Re: [PATCH drm-misc-next v3 6/7] drm/gpuvm: generalize dma_resv/extobj handling and GEM validation

From: Danilo Krummrich
Date: Mon Sep 11 2023 - 18:43:20 EST


On Mon, Sep 11, 2023 at 04:45:26PM +0200, Boris Brezillon wrote:
> On Sat, 9 Sep 2023 17:31:13 +0200
> Danilo Krummrich <dakr@xxxxxxxxxx> wrote:
>
> > @@ -807,6 +1262,14 @@ drm_gpuvm_bo_destroy(struct kref *kref)
> >
> > drm_gem_gpuva_assert_lock_held(vm_bo->obj);
> >
> > + spin_lock(&gpuvm->extobj.lock);
> > + list_del(&vm_bo->list.entry.extobj);
> > + spin_unlock(&gpuvm->extobj.lock);
> > +
> > + spin_lock(&gpuvm->evict.lock);
> > + list_del(&vm_bo->list.entry.evict);
> > + spin_unlock(&gpuvm->evict.lock);
> > +
> > list_del(&vm_bo->list.entry.gem);
> >
> > drm_gem_object_put(obj);
>
> I ran into a UAF situation when the drm_gpuvm_bo object is the last
> owner of obj, because the lock that's supposed to be held when calling
> this function (drm_gem_gpuva_assert_lock_held() call above), belongs to
> obj (either obj->resv, or a driver specific lock that's attached to the
> driver-specific GEM object). I worked around it by taking a ref to obj
> before calling lock()+drm_gpuvm_bo_put()+unlock(), and releasing it
> after I'm node with the lock, but that just feels wrong.
>
As mentioned in a previous reply, I think we want to bring the dedicated GEM
gpuva list lock back instead of abusing the dma-resv lock. This way we can
handle locking internally and don't run into such issues.
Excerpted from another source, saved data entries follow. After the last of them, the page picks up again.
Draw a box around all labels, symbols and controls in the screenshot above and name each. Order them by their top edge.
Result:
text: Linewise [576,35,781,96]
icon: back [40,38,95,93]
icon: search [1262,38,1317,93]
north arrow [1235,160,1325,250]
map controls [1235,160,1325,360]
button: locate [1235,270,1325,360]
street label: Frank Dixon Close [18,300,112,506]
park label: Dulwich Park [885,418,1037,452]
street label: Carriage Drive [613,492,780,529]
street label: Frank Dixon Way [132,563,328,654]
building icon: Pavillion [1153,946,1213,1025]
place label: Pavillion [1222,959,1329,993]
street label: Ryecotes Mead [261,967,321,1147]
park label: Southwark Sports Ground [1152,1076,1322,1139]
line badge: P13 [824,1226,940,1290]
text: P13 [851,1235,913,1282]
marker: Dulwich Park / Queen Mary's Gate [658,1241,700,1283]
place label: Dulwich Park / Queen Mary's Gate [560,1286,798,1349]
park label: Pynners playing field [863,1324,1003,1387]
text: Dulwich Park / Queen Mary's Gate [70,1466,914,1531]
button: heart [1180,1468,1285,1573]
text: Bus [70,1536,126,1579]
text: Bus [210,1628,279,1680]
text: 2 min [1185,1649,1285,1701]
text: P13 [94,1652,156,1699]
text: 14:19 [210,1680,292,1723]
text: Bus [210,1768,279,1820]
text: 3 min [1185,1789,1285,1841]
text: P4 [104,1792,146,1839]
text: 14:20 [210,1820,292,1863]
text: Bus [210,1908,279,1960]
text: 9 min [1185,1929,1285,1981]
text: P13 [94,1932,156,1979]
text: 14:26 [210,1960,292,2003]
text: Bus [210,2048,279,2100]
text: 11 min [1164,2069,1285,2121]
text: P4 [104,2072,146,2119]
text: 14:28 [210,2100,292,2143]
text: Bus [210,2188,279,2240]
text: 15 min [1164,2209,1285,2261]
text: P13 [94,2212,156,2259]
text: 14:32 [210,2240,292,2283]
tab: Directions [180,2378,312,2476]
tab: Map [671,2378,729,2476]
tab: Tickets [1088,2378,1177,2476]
There is also no reason for a driver to already hold the GEM gpuva list lock
when when calling drm_gpuvm_bo_put(). Drivers would only acquire the lock to
iterate the GEMs list of drm_gpuvm_bos or the drm_gpuvm_bos list of drm_gpuvas.
And dropping the drm_gpuvm_bo from within such a loop is forbidden anyways.